Abstract
Resin transfer molding (RTM) is one of the most common processes for producing fiber-reinforced polymer composites. Permeability tensor of the fiber preform is a key material property for satisfactory RTM process. Therefore, it is necessary to acquire a precise permeability tensor from simulation and experiment. In this study, the creeping flow simulation was carried out to obtain the flow field in a unit cell, and Darcy’s law was utilized to compute the permeability tensor. The unit cell for the non-crimp fabrics was defined and constructed, and the permeability was analyzed in the axial, transverse, and thickness directions. The effect of shifted preform layers was also evaluated for more realistic permeability tensor. The predicted and measured results were compared with respect to the fiber volume fraction, fabric pattern, and stacking structure.
Introduction
Resin transfer molding (RTM) is an attractive process because it has great potential to produce complicated polymer composites with good surface quality and dimensional stability. As a result, the molding process has been applied to various industrial composites such as aerospace parts, automotive components, and wind blades. It includes several steps, such as preforming, impregnation, curing, and ejection. On the other hand, the permeability of preforms, an indicator of textile materials to transmit fluids, plays an important role in the RTM process, particularly the resin impregnation step.
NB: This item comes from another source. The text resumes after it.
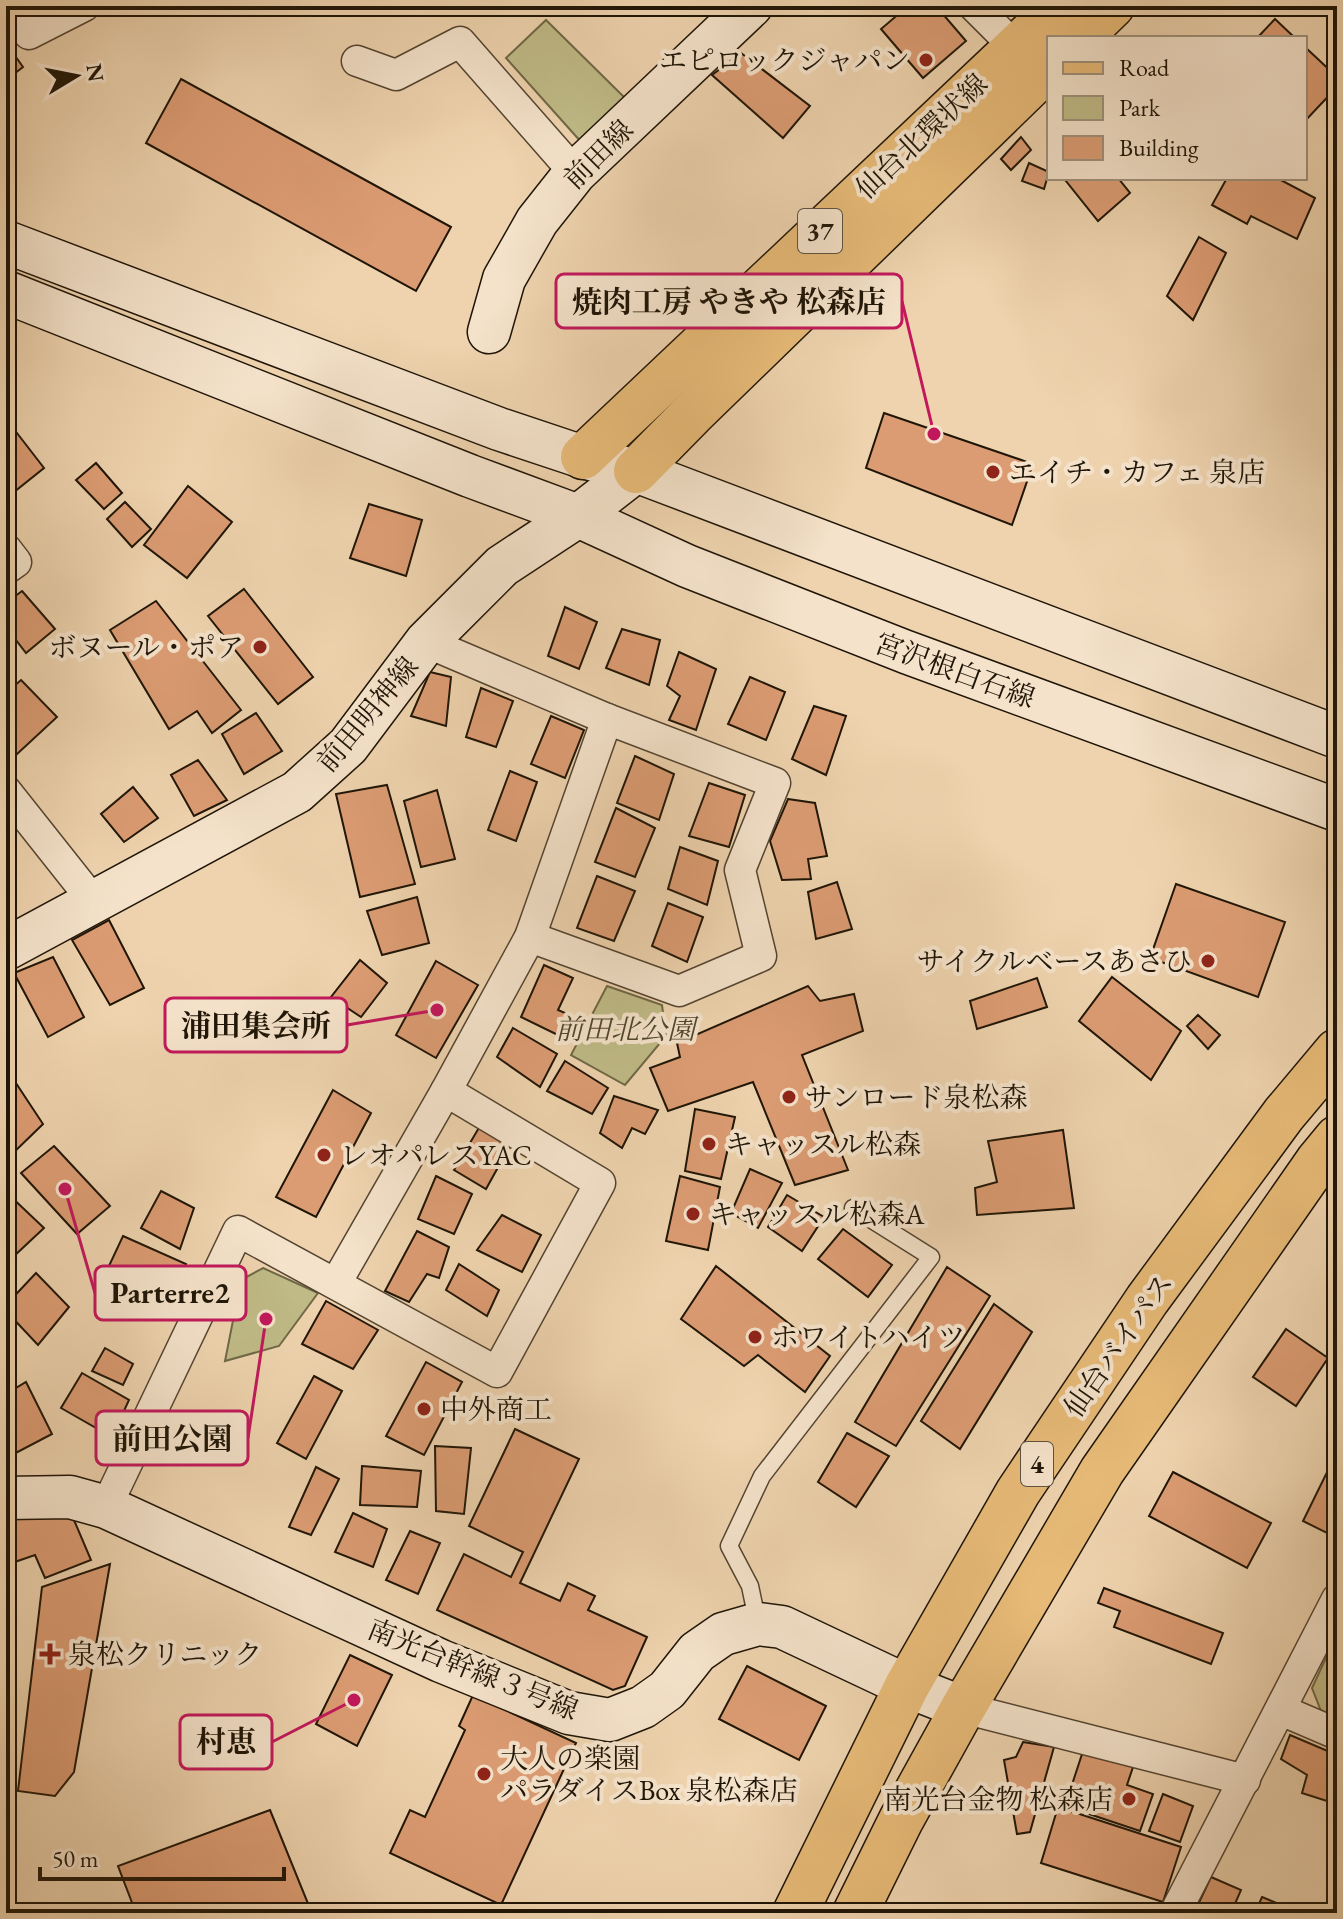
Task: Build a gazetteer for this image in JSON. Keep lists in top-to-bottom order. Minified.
{"streets":{"main road":["仙台北環状線","37","仙台バイパス","4"],"street":["前田線","宮沢根白石線","前田明神線","南光台幹線３号線"]},"crossings":[["仙台北環状線","前田明神線"],["宮沢根白石線","前田明神線"]],"parks":["前田北公園"],"places":{"other":["エピロックジャパン","焼肉工房 やきや 松森店","エイチ・カフェ 泉店","ボヌール・ポア","サイクルベースあさひ","浦田集会所","サンロード泉松森","キャッスル松森","レオパレスYAC","Parterre2","キャッスル松森A","前田公園","ホワイトハイツ","中外商工","村恵","大人の楽園 パラダイスBox 泉松森店","南光台金物 松森店"],"health":["泉松クリニック"]},"legend":["Road","Park","Building"],"scale_bar":"50 m","north":"right"}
Many methods have been investigated to obtain the permeability from analytical calculation, numerical prediction, and experimental measurement. Basically, permeability is defined by Darcy’s law that describes the fluid flow through a porous medium. One of the most popular analytical models is the Kozeny–Carman equation, which has been developed for granular beds with ellipsoidal shape. 1 Since then, a large number of analytical studies have been carried out, but most of them were for unidirectional fiber structures. Also, many numerical studies have been reported. For instance, Sangani and Acrivos numerically analyzed flows in the axial and transverse directions for square and hexagonal packing arrays of filaments. 2 Gebart calculated the permeability by considering different fiber packing and compared with the approximate analytical solution. 3 In addition, simplified models were proposed to predict the permeability of plain-woven fabric using homogenization method. 4 -7 The models using a rectangular unit cell assumed the Stokes equation and the Brinkman equation for inter-tow and intra-tow regions, respectively. However, these methods require an ideally aligned fiber structure, which is not realistic in composite manufacturing.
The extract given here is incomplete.